Friday, May 3, 2013

Having a Place that Feels like Home

Today, I was really hit with a sense of thankfulness.  As, a child in the early eighties and late seventies, I was the only kid in class that had parents that were not married.  Now, by late elementary it was sadly soon becoming the norm.  As a child, I never understood why the kids were so upset and crushed as their parents divorced. I always chalked it up, that because my parents were always separated I did not know anything else. So I was the blessed broken home kid.

Well, 35 years and a fried egg sandwich later, God presents the epiphany of the gift I has given to protect me, I had a home.  More like I had a sense of home.  My sense of home was with my grandparents.
Grandpa and I


My situation was the fact that my mom and I lived with her parents and my dad had remarried and was progressing with his family.  For reasons I do not comprehend, but lean heavily towards the fact that I was seen more as an commodity of my mothers, I was not allowed to live under my father's headship in his home.  In my entire life as a child, it was my father's house that resembled a home, never my mother's house.

In the life of uncertainty, especially from a baby to a tween, I had a safe, dependable place and that was with my grandparents.  In a life with a single mom, it was my grandpa that got me ready for school and it was him who I came home to.  He made sure I did my homework.  It was also him, who threw me in the pool first thing in the morning when I had a crabby attitude.  Note to self, should get a pool.  It was my grandma and grandpa that I ate dinner with and learned to have manners at the table.  It was the two of them, that I crawled between when I couldn't sleep at night.  It is with them, that I keep all of my normal everyday life memories with.

Sadly, even though it was my mother who I had custody with, she is not in any part of my before tween years memories of life.  In fact, the very few memories I have with her, are most times hurtful and isolated pain.
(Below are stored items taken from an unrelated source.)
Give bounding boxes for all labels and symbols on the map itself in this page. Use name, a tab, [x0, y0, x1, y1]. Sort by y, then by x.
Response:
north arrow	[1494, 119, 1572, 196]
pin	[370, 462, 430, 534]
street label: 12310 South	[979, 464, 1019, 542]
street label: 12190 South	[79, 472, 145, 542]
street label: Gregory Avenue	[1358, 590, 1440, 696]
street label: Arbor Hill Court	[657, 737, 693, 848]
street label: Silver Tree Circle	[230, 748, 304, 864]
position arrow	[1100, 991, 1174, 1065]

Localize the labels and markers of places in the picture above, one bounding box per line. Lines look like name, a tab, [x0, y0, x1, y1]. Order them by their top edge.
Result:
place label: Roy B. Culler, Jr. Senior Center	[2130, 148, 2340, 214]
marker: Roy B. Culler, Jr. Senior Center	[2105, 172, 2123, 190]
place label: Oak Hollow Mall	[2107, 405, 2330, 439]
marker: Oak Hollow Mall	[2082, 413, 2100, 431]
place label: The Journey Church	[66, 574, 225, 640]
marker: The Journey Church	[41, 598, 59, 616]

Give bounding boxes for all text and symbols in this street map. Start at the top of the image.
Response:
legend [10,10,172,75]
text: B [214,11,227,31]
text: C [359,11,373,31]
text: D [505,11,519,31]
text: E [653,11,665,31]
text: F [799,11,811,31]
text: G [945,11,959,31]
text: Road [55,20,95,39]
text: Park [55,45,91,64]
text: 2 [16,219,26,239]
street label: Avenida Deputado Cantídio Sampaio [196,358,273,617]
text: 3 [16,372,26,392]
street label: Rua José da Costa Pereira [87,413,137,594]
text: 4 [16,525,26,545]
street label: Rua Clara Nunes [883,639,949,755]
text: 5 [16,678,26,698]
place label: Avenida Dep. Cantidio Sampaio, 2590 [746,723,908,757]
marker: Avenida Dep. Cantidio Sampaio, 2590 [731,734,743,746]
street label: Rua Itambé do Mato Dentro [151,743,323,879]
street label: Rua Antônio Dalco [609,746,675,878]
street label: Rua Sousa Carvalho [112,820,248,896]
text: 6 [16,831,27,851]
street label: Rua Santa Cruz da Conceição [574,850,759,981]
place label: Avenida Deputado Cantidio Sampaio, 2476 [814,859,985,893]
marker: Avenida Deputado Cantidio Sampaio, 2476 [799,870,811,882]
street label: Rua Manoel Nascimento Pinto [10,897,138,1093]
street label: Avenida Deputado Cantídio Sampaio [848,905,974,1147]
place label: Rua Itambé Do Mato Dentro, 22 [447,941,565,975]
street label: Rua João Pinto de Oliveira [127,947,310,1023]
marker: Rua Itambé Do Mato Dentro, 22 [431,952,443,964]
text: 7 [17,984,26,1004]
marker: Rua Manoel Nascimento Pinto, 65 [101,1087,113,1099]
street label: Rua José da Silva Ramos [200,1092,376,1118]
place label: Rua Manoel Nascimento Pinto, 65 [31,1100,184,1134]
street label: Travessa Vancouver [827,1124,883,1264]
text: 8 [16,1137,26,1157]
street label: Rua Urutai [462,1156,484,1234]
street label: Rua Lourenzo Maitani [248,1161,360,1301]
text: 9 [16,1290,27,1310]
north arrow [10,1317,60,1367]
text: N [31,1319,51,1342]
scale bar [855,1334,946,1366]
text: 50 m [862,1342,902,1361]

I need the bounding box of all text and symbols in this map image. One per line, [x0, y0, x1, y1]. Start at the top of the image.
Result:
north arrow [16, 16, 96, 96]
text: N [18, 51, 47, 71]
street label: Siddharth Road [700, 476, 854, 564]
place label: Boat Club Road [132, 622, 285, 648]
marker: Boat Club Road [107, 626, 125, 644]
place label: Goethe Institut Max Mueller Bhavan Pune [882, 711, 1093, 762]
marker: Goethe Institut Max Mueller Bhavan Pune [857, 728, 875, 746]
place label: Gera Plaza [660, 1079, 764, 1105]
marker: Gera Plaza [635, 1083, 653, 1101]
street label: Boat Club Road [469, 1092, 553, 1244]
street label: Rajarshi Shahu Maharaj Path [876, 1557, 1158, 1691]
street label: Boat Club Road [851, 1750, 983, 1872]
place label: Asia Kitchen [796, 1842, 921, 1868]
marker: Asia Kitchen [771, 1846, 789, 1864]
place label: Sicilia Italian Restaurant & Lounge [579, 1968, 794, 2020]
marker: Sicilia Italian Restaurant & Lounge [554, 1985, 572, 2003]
Well, anyway.

What I realized today was that my grandparents did an amazing job protecting me from the ugliness of broken homes.  The ugliness of parents try to upper hand each other.  I was protected.  I never once had a thought that I didn't have a home, especially while I was sorting out the emotions that I did not have a sense of home at either parent's house, I always had a refuge to run to, my grandma and grandpa.

Today, as a parent, I am thankful for the parenting model I received from them.  They gave me a great foundation to be a parent and to make a home.  They were not always perfect, but they were perfect for my needs at the time. I am so glad that they let the Lord lead them to be what I needed them to be.